*What this task involves*: Write the listing below out again exactly, though only as far as the line with "1px #4f689f) drop-shadow(0", which is included.

[Provided records — start]

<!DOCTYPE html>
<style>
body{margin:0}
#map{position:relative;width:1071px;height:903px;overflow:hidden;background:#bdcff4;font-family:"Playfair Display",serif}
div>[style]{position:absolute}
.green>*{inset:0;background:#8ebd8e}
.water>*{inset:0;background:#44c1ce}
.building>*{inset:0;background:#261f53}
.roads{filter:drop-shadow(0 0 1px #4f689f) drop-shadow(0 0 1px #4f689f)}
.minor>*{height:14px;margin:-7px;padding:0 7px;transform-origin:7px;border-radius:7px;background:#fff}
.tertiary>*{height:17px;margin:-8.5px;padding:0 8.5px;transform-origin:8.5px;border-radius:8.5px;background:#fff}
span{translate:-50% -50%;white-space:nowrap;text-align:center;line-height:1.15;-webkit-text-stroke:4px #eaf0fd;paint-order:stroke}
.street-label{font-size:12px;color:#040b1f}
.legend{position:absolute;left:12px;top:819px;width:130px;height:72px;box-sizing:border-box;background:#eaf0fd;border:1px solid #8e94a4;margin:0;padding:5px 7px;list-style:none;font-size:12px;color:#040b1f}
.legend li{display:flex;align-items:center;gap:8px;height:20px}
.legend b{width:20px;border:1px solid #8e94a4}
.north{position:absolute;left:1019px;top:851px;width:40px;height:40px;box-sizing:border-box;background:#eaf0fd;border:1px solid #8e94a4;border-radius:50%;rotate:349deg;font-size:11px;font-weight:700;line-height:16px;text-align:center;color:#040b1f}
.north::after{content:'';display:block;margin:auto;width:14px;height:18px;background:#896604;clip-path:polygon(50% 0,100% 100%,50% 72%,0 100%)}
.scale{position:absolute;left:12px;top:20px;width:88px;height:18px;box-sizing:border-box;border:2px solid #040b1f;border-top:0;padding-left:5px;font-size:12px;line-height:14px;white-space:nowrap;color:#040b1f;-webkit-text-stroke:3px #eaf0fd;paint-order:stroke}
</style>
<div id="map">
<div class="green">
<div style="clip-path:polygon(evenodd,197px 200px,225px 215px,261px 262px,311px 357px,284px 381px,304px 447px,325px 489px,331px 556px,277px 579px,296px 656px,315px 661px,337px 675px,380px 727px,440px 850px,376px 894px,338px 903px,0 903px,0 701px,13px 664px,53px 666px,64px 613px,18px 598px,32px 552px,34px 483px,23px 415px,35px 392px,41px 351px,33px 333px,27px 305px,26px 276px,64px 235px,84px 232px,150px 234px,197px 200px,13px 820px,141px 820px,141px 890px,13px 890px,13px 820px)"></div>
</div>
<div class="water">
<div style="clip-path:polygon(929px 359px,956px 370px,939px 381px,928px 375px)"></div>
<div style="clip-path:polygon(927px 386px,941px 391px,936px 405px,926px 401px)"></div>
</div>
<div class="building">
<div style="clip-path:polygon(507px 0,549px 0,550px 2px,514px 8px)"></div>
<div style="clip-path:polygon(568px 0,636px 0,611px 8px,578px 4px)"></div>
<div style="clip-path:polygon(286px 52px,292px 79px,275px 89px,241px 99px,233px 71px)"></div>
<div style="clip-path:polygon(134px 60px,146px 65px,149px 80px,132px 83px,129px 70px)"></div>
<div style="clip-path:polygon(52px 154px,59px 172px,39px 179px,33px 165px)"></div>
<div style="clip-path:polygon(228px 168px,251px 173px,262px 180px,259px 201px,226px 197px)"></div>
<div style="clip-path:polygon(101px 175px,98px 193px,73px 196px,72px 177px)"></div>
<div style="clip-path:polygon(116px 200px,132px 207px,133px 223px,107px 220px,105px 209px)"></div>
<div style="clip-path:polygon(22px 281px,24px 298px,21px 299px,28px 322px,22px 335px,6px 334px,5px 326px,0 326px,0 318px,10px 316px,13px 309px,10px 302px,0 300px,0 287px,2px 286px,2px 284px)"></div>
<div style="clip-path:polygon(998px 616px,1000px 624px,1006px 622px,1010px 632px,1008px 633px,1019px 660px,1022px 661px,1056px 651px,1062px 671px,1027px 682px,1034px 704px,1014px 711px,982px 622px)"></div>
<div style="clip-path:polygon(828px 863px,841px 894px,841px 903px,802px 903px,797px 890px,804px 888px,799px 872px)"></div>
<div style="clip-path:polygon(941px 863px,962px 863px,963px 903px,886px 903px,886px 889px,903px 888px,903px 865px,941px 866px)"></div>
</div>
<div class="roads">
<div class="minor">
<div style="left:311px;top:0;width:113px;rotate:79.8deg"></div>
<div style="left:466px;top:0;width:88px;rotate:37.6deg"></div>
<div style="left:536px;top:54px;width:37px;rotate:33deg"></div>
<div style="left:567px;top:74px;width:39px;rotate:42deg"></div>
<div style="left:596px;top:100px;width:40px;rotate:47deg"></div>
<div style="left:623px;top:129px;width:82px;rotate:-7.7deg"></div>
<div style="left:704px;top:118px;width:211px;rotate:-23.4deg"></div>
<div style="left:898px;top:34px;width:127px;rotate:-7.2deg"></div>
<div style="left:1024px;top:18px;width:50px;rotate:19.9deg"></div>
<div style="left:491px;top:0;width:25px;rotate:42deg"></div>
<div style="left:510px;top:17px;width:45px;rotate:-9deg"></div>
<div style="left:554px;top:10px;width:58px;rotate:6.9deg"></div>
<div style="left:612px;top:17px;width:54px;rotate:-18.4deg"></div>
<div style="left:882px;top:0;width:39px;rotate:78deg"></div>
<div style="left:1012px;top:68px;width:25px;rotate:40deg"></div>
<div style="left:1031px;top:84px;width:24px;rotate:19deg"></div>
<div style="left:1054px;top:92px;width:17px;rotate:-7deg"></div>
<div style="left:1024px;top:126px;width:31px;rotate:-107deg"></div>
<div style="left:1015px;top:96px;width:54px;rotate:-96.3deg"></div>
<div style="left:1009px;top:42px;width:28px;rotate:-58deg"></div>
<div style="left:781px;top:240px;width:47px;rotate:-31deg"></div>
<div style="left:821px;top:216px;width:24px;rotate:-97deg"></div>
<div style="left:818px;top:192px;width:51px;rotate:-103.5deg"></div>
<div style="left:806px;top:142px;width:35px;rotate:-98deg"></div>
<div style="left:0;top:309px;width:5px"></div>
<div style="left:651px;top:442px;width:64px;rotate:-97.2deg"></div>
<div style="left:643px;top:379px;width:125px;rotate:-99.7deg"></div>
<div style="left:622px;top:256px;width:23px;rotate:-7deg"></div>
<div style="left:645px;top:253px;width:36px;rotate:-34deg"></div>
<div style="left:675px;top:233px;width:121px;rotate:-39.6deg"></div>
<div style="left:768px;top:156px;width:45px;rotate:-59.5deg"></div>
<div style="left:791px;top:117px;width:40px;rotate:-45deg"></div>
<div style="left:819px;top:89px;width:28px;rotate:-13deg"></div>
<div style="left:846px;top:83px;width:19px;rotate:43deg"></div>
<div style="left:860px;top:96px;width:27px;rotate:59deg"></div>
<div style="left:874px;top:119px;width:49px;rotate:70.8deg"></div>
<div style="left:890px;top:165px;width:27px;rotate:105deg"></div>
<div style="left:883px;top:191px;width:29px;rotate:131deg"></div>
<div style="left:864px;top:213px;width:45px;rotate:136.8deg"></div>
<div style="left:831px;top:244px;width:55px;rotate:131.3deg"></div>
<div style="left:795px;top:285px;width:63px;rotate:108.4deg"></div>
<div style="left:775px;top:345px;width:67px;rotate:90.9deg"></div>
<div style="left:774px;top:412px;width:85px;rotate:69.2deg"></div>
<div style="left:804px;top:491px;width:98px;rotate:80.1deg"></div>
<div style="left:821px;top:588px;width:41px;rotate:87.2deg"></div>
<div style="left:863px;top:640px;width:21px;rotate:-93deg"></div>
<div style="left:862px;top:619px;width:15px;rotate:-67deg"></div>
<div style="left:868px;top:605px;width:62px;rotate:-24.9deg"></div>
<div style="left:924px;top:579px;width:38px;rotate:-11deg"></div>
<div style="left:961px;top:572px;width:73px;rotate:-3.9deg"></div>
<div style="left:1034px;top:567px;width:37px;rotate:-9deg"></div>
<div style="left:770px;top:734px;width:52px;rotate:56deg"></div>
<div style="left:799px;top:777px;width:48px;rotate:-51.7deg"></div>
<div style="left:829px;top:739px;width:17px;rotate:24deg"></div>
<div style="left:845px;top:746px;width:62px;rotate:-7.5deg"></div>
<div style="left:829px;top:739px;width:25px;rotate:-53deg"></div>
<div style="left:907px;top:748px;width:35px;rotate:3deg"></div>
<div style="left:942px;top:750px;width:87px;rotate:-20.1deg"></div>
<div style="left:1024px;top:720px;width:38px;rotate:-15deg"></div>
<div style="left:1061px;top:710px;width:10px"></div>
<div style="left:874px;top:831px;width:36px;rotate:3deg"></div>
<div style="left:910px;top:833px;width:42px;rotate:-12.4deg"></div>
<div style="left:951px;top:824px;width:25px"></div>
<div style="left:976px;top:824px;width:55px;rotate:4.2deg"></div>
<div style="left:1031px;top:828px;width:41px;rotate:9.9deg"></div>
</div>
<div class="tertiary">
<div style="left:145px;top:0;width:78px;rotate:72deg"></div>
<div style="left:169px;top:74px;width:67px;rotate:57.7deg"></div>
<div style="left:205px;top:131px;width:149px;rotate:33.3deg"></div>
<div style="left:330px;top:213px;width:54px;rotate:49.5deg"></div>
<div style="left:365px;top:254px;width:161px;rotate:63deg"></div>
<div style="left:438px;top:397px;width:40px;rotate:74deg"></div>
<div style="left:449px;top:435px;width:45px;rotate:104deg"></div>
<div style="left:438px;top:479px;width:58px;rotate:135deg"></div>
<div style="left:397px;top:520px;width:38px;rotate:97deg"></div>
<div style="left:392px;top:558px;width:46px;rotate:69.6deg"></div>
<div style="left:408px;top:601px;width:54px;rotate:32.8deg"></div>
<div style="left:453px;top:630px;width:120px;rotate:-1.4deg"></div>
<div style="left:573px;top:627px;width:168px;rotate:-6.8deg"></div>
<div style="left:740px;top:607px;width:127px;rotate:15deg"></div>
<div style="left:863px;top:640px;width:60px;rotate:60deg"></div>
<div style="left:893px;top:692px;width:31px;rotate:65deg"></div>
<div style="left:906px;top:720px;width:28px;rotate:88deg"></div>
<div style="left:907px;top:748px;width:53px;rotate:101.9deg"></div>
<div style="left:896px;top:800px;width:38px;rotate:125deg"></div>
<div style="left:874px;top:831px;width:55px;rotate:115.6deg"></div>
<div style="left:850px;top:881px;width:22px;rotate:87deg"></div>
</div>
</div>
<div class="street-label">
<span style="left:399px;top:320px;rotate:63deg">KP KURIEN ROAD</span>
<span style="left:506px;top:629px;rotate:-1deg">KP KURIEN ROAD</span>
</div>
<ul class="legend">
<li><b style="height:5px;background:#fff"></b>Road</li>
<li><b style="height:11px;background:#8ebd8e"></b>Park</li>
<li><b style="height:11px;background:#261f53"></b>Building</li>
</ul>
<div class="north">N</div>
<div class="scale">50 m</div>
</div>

[Provided records — finish]

*The answer*:
<!DOCTYPE html>
<style>
body{margin:0}
#map{position:relative;width:1071px;height:903px;overflow:hidden;background:#bdcff4;font-family:"Playfair Display",serif}
div>[style]{position:absolute}
.green>*{inset:0;background:#8ebd8e}
.water>*{inset:0;background:#44c1ce}
.building>*{inset:0;background:#261f53}
.roads{filter:drop-shadow(0 0 1px #4f689f) drop-shadow(0 0 1px #4f689f)}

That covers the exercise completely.